The premise of the story is based around one question: what would the fate of the Roman Republic have been if it'd had mages at its disposal?

First of all, the story suffers from a bit of an identity crisis. It's mainly set in a city called Aven. And pretty much everything about Aven (minus the magic), from architecture to social and political structure, to its dictator, is identical to Ancient Rome.

Well, okay, so it's a fantasy world inspired by Rome!

Well, no. Because Aven gods are Roman gods--Jupiter, Juno, Mars, and the like. And the protagonist mentions "Remus" at one point, so Romulus and Remus and the legend of how they founded the ancient city obviously exists in this world (though it makes no sense then as to why the city would be called "Aven" rather than "Rome").

Then it's...an alternate history with a dash of fantasy!

No, not quite! Because while Aven does have its own Julius Caesar equivalent, his name of "Ocella," and he dies not of an assassination but an illness. Also, the Mediterranean Sea is called the "Middle Sea" and Lusitania (known today as Spain and Portugal) has been ever so slightly altered to "Lusetania." It's as if Aven is your white friend, Adam Smith, who'd one day decided he would get dreadlocks and call himself Swift Flowing River and sell vaginal cleansing moon water at $69.99 per bottle. It's all just so weirdly dressed-up and unnecessarily inconsistent. There are too many changes made for it to be alternate history, yet too similar to history for it to be an original fantasy world.

Secondly, let's take a look at the magic system, which I thought was full of potential. There are nine types of elemental magics in this world and each has its own patron gods--Spirit mages, for example, are said to be blessed by Jupiter and Juno. When charted all out like this on paper, it looks really neat. Nothing too original, but familiar and cool. My problem is that we don't get to see many of these magics at work in the story itself. There are throwaway comments here and there about a certain mage doing this or that, but Fire and Shadow are the only ones that the story (sporadically) focuses on.

Moreover, Aven feels like plain Rome, with little to indicate that it's a city of mages. There are so many ways that the magic could have been incorporated into the setting. Architectural inventions that rely on magic. Elaborate fashion designs that are reflective of specific patron deities and their powers. There are so many cool possibilities that the story just doesn't explore, and I was left gnashing my teeth in frustration and disappointment.

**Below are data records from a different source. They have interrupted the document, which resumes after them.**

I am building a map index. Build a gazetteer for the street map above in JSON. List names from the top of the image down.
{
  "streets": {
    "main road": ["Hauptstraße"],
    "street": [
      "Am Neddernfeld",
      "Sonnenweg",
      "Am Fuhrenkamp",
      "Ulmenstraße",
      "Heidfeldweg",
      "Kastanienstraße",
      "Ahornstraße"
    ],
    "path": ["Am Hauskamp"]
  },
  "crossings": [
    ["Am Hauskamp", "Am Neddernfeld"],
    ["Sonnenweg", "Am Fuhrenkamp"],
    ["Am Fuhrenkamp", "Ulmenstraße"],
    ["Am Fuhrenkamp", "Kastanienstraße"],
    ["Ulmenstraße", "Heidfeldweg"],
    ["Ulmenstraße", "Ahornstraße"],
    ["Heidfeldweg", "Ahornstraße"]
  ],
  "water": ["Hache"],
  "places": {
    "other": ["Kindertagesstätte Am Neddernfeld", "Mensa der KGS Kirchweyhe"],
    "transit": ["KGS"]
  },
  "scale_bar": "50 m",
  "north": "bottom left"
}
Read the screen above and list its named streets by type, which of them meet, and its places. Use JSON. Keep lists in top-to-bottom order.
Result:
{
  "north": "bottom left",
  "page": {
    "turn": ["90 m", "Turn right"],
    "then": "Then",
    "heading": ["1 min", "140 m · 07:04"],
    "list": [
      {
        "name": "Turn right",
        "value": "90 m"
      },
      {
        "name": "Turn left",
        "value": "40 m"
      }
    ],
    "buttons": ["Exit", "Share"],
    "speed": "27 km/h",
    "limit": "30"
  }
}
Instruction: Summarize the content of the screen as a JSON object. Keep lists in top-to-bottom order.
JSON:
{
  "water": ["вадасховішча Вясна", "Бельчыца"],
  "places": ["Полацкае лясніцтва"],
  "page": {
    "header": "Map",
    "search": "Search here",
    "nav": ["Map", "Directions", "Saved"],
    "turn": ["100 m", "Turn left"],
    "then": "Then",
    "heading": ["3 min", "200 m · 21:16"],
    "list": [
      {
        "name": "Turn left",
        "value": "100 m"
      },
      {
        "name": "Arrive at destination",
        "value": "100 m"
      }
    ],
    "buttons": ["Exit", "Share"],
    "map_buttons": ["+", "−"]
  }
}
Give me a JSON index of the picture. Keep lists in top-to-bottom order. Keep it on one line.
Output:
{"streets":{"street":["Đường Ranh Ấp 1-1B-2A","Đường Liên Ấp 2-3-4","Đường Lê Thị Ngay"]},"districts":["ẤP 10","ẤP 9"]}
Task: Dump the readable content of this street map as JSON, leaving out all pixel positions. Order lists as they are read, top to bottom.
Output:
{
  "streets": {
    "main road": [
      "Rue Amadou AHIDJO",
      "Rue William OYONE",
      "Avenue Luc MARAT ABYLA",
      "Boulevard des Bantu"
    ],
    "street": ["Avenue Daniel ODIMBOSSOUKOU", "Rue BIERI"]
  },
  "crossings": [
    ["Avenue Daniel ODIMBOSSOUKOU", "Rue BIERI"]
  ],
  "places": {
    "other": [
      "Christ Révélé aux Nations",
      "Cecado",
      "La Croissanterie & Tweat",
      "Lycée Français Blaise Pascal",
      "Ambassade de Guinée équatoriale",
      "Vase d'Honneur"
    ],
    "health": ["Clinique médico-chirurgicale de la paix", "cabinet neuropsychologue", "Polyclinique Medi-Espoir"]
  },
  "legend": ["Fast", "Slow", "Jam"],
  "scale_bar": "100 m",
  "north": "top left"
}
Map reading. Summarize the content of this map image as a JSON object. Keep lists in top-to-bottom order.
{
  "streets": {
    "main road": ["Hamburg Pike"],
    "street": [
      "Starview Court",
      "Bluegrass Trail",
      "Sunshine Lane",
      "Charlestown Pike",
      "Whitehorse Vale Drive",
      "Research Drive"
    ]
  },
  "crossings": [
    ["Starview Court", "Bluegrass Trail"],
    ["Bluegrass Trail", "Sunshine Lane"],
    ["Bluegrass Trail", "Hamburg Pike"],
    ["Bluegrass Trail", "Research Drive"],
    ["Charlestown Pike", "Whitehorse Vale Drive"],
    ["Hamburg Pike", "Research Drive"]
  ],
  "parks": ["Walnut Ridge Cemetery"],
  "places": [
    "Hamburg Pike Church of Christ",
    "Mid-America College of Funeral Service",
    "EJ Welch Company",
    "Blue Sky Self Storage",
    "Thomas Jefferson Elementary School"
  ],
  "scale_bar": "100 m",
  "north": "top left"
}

The characters are a hit and a miss. Latona is a fine lead character. She's a Spirt and Fire Mage, which means that she can influence emotions and blow shit up, respectively. She's independent and fiercely protective of her loved ones, but she's also dealing with trauma from her time at the Dictator's court, where she was manipulated and kept under leash. I loved how she channels all the guilt, rage, and helplessness from that experience into helping other vulnerable women.

The same, unfortunately, can't be said for her male co-lead, Sempronius, and most of the supporting characters. Stories with large casts run the risk of uneven distribution of character development, and that's exactly the case with this book.

Sempronius is a Shadow and Water mage. Immediately following the death of Oscella, he scries a vision of two possible Avens: one of properity and strength like it has never seen before; the other, of ruin and dust--our Rome, basically. And so Sempronius is determined to do whatever it takes to prevent this second future from taking hold. We see very early on that he's a noble, charismatic, and ambitious man. And as the story goes on, he continues to be noble and charismatic and ambitious, and...nothing much more. Interesting, complex characters either shed layers or have layers added to them over the course of a story. But Sempronius at the beginning of this story is the same as the Sempronius at the middle and at the end. Bland and paper-thin, he essentially exists for the sole purpose of moving the plot forward (and very slowly, at that).

The supporting characters fare no better, with perhaps the exception of Aula, Latona's older sister, and Merula, Latona's handmaiden. Part of the problem is that we see so little of so many of them that it's hard to feel one way or the other about any. The other problem is that they're just not very interesting. There's nothing notable that distinguishes one from the other and they all kind of blend together after a while.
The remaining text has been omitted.